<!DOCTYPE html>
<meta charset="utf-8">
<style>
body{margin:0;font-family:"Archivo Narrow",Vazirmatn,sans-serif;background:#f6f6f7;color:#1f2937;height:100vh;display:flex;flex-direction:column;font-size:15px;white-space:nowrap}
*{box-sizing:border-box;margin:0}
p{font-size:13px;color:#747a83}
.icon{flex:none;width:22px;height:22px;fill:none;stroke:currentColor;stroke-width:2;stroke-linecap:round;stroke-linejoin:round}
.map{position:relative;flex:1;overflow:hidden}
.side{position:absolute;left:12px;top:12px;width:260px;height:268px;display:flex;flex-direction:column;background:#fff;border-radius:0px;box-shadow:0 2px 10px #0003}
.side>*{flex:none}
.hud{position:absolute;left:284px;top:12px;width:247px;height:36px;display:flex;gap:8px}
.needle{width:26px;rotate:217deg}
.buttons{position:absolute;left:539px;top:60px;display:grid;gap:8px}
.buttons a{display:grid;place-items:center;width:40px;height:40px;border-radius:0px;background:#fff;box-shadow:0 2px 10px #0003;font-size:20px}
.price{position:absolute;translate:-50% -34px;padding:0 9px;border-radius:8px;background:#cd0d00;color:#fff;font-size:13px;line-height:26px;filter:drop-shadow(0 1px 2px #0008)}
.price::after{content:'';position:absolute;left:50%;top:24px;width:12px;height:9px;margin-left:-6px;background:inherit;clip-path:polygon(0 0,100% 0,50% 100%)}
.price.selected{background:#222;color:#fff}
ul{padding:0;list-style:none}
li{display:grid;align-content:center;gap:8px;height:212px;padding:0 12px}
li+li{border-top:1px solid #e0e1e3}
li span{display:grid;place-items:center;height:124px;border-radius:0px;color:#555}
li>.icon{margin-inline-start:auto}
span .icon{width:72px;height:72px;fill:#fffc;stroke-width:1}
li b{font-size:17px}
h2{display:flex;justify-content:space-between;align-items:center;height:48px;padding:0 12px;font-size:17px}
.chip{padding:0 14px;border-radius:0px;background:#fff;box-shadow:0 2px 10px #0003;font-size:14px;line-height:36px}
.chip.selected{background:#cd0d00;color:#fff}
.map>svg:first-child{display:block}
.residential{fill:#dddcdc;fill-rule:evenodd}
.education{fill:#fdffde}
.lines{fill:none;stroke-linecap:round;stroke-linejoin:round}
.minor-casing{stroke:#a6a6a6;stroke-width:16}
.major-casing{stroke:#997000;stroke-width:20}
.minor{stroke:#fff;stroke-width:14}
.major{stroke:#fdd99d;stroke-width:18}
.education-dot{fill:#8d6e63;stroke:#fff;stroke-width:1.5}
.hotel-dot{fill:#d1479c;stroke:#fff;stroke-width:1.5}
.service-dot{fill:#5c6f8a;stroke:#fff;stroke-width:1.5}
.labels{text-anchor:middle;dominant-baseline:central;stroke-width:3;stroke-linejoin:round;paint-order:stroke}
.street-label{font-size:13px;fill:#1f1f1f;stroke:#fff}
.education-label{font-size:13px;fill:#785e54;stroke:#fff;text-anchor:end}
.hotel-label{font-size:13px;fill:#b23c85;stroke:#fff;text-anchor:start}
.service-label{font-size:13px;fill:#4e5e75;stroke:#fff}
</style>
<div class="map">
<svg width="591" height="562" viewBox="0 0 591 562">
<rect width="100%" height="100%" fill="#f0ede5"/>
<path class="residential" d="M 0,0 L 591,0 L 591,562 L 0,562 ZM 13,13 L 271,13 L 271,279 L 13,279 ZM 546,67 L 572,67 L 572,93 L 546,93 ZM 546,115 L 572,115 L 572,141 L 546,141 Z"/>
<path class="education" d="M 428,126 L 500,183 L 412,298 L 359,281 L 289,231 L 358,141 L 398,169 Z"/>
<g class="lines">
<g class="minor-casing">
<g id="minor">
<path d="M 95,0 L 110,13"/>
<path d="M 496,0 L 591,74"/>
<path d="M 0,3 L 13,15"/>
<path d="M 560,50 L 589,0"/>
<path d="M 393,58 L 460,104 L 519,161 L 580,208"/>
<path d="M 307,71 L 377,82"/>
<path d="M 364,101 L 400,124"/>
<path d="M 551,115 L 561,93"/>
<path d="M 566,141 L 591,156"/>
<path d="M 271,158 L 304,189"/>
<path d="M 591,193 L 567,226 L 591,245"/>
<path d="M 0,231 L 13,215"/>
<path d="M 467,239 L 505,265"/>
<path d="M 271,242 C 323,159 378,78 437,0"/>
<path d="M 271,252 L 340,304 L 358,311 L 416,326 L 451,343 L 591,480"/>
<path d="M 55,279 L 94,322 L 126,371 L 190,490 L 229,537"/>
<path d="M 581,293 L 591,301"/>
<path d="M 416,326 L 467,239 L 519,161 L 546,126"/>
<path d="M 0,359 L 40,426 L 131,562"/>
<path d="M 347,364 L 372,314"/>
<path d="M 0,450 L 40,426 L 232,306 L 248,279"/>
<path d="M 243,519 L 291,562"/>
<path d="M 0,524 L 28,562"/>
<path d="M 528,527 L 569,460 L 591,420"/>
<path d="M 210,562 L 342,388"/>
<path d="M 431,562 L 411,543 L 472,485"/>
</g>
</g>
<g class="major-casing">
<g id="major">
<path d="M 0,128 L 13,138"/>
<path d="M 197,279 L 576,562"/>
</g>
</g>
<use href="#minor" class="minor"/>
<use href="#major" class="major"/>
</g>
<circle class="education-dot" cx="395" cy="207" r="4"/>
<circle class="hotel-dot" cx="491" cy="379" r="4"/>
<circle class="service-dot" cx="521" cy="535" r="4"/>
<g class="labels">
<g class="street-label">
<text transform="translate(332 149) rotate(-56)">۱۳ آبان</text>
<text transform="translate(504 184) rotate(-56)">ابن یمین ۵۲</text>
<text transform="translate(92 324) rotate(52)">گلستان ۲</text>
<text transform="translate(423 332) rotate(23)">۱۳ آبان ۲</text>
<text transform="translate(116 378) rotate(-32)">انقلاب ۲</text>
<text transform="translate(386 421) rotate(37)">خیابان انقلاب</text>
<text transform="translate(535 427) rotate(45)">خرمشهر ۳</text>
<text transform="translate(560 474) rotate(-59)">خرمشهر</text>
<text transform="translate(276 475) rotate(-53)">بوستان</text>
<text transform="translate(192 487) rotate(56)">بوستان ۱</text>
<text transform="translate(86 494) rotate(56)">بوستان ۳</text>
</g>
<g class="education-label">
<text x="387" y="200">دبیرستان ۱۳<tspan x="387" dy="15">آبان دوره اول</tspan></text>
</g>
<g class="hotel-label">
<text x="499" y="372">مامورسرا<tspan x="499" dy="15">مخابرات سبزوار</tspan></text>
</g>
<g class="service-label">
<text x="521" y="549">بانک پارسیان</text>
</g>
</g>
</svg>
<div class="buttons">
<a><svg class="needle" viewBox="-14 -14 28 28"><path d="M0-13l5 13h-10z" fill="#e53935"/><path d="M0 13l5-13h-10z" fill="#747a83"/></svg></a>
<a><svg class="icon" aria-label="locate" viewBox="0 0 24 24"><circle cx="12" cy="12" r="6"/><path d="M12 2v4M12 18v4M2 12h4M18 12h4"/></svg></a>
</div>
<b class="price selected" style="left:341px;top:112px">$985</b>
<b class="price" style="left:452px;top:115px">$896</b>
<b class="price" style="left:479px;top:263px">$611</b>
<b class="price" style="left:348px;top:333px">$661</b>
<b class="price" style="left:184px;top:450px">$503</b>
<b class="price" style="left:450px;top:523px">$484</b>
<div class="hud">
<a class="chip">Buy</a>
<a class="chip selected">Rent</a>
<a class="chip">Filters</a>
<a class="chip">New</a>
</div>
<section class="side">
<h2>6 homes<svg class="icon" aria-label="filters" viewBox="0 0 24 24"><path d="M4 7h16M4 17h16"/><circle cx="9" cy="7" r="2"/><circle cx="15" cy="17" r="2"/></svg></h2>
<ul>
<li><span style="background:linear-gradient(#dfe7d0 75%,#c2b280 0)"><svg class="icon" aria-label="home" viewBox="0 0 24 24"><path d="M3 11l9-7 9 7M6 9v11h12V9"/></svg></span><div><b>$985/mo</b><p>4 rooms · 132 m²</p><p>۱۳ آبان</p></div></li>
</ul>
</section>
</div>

> PROBLEM TO WORK ON
After examining the listing, give only the count of lines holding the string "href".

> SOLUTION BELOW
2